Director: Todd Graff
Cast: Queen Latifah, Keke Palmer, Dolly Parton, Jeremy Jordan, Jesse L. Martin, Dexter Darden, Courtney B. Vance

(Warner Bros.; US theatrical: 13 Jan 2012 (General release); 2012)

Core Sincerity

At first glance, Joyful Noise looks like every competitive performance movie of the past two or three decades. The basic components look to be ground up and mixed with gospel music, the newest genre to join street dancing (Step Up 2 the Streets), cheerleading (Bring It On), and glee club (Glee), as means for budding stars to find themselves through trouncing rivals. It looks like just another movie where it all goes down at nationals.


But Joyful Noise has something going for it besides the comfort of familiarity: writer-director Todd Graff. He made his debut with the indie teenage musical Camp, which he followed with the charming, under-seen Bandslam, in which teenagers took part in a battle-of-the-bands competition. In both cases, he’s made real musicals out of worn-out material, movies that are at once scrappy and heartfelt.
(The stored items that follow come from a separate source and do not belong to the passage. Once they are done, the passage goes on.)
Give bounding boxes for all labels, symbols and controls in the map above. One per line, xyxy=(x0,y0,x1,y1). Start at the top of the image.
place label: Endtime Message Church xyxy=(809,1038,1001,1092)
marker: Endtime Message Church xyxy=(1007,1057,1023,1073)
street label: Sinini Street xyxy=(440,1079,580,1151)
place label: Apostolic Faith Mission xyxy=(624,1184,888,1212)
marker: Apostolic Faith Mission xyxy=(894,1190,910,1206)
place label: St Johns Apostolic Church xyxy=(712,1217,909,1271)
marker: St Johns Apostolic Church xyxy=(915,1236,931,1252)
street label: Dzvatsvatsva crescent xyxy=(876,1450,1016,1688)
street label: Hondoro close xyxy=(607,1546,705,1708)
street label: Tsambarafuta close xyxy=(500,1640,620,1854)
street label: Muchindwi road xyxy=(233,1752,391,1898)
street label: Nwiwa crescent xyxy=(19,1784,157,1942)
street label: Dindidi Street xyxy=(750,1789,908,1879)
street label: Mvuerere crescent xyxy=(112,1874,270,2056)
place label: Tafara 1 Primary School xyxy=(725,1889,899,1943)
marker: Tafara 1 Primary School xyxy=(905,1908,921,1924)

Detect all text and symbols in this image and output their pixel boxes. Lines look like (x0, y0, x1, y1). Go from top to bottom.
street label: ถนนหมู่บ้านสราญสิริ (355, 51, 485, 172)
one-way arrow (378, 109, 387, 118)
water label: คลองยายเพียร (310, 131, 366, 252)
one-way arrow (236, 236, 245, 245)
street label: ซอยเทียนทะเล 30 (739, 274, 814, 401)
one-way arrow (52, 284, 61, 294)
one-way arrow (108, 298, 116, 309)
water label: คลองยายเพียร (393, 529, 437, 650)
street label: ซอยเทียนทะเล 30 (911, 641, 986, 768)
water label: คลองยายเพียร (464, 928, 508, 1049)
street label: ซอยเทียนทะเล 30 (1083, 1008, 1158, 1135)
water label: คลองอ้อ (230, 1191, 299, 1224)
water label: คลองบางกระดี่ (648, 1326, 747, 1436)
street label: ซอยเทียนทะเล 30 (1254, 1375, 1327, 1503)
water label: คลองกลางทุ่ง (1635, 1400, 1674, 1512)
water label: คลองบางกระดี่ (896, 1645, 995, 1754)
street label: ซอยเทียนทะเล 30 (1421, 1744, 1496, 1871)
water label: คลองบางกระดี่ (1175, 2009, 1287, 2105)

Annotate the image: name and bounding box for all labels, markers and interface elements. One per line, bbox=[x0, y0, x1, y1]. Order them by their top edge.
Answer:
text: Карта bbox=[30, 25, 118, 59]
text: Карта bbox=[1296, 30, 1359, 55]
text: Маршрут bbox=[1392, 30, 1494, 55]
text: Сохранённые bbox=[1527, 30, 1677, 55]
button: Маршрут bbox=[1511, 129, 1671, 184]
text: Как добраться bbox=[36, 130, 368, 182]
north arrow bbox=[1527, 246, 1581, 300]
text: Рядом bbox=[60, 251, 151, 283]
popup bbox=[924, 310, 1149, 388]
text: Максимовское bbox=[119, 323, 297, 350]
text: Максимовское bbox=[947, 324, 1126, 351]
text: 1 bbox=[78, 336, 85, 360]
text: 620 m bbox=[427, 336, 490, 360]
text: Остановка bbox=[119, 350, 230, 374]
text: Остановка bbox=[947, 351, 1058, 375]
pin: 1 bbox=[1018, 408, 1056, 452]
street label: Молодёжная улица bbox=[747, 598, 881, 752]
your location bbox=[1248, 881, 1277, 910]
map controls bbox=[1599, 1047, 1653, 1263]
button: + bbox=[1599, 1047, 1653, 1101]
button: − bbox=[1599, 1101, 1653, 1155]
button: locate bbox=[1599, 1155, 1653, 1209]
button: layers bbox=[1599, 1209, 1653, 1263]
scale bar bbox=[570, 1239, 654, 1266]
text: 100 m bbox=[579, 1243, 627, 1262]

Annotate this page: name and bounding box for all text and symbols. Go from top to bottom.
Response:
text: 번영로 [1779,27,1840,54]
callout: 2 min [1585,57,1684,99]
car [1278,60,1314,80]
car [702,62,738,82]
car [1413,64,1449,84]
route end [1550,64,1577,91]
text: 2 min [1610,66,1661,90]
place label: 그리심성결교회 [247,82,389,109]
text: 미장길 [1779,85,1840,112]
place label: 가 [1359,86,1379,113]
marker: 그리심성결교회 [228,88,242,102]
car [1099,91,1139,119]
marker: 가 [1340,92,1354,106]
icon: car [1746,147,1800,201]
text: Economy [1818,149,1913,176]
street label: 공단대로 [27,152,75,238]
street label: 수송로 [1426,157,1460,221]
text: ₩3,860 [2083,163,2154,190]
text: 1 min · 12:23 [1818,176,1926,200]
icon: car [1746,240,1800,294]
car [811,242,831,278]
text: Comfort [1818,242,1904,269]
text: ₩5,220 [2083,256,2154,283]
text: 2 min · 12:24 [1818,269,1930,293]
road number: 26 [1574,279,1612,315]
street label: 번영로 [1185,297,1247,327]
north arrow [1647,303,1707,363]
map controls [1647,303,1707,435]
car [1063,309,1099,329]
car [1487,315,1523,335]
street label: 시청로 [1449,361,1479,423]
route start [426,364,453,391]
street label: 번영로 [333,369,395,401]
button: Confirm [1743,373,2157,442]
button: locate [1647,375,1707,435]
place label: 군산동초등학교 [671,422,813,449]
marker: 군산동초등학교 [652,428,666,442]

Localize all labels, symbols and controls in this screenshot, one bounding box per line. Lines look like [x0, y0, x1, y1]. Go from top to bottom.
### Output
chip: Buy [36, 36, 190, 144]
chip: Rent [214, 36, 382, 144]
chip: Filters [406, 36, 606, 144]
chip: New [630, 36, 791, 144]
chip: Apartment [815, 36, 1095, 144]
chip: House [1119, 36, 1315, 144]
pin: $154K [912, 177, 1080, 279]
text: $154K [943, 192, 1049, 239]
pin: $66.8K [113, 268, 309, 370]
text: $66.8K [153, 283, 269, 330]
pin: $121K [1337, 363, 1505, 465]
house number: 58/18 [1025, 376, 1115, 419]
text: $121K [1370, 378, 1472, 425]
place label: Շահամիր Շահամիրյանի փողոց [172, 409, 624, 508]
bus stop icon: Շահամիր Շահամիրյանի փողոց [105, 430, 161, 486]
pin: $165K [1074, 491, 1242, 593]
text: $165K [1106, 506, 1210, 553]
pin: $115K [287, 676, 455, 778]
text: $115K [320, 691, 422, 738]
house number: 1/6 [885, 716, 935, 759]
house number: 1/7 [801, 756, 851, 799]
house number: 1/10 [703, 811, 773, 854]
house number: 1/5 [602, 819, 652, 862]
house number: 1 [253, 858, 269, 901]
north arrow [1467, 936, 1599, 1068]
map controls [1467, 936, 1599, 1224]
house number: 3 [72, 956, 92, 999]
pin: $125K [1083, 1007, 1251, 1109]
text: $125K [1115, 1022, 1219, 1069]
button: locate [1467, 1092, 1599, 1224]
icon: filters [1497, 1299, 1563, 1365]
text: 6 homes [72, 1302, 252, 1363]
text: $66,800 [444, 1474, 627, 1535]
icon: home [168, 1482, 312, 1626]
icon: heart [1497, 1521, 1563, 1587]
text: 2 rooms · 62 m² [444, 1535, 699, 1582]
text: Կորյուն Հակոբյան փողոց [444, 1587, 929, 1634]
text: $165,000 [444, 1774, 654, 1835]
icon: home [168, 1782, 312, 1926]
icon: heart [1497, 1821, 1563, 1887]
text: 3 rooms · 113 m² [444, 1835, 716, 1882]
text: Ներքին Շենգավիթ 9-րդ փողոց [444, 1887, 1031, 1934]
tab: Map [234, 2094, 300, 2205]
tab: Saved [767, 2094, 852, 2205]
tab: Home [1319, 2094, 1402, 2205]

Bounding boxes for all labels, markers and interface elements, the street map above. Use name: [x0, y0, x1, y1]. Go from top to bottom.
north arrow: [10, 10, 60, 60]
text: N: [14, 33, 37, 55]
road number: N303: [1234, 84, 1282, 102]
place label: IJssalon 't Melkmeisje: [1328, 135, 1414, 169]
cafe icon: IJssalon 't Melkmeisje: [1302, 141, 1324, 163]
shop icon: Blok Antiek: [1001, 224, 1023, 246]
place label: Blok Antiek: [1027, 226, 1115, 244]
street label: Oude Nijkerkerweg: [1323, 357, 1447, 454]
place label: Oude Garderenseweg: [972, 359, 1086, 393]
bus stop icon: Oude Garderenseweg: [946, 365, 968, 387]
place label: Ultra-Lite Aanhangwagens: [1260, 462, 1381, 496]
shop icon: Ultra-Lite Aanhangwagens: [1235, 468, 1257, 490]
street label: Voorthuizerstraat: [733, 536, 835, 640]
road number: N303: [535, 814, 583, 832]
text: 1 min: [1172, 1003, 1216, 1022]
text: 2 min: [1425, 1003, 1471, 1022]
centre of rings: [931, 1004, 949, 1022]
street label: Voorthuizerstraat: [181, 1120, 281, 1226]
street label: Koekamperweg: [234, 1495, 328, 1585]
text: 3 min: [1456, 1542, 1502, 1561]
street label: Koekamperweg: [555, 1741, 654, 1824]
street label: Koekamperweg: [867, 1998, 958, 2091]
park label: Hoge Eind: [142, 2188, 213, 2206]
Joyful Noise is like Graff’s earlier movies, though it’s his first to give adults as much screen time as teenagers, maybe more. It opens on the Divinity Church Choir at the National Joyful Noise Competition, giving it their all. When choir director Bernie (Kris Kristofferson) suffers a heart attack and dies during the performance, his outspoken wife G.G. (Dolly Parton), a wealthy church donor in sleepy Pacashau, Georgia, expects to be hired as his replacement. She’s more than a little disappointed when the honor goes to Vi Rose Hill (Queen Latifah), who keeps the gospel songs traditional and the arrangements tasteful.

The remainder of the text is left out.